#### TASK TO COMPLETE:
Report the number of lines in the data below where the string "Apartment" shows up, and only that number.

::::::::

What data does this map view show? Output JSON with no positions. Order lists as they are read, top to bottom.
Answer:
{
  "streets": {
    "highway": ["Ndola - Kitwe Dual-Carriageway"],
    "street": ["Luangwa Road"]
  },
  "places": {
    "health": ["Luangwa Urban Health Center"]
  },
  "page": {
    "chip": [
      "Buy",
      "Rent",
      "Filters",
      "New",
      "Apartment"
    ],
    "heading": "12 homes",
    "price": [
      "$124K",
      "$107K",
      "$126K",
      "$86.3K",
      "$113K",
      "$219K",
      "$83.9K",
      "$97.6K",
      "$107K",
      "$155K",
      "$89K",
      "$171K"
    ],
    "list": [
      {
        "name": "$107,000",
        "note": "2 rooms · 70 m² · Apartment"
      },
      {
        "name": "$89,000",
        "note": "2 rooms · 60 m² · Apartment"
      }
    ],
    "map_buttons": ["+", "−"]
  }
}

::::::::

#### ANSWER FOR THIS EXERCISE:
3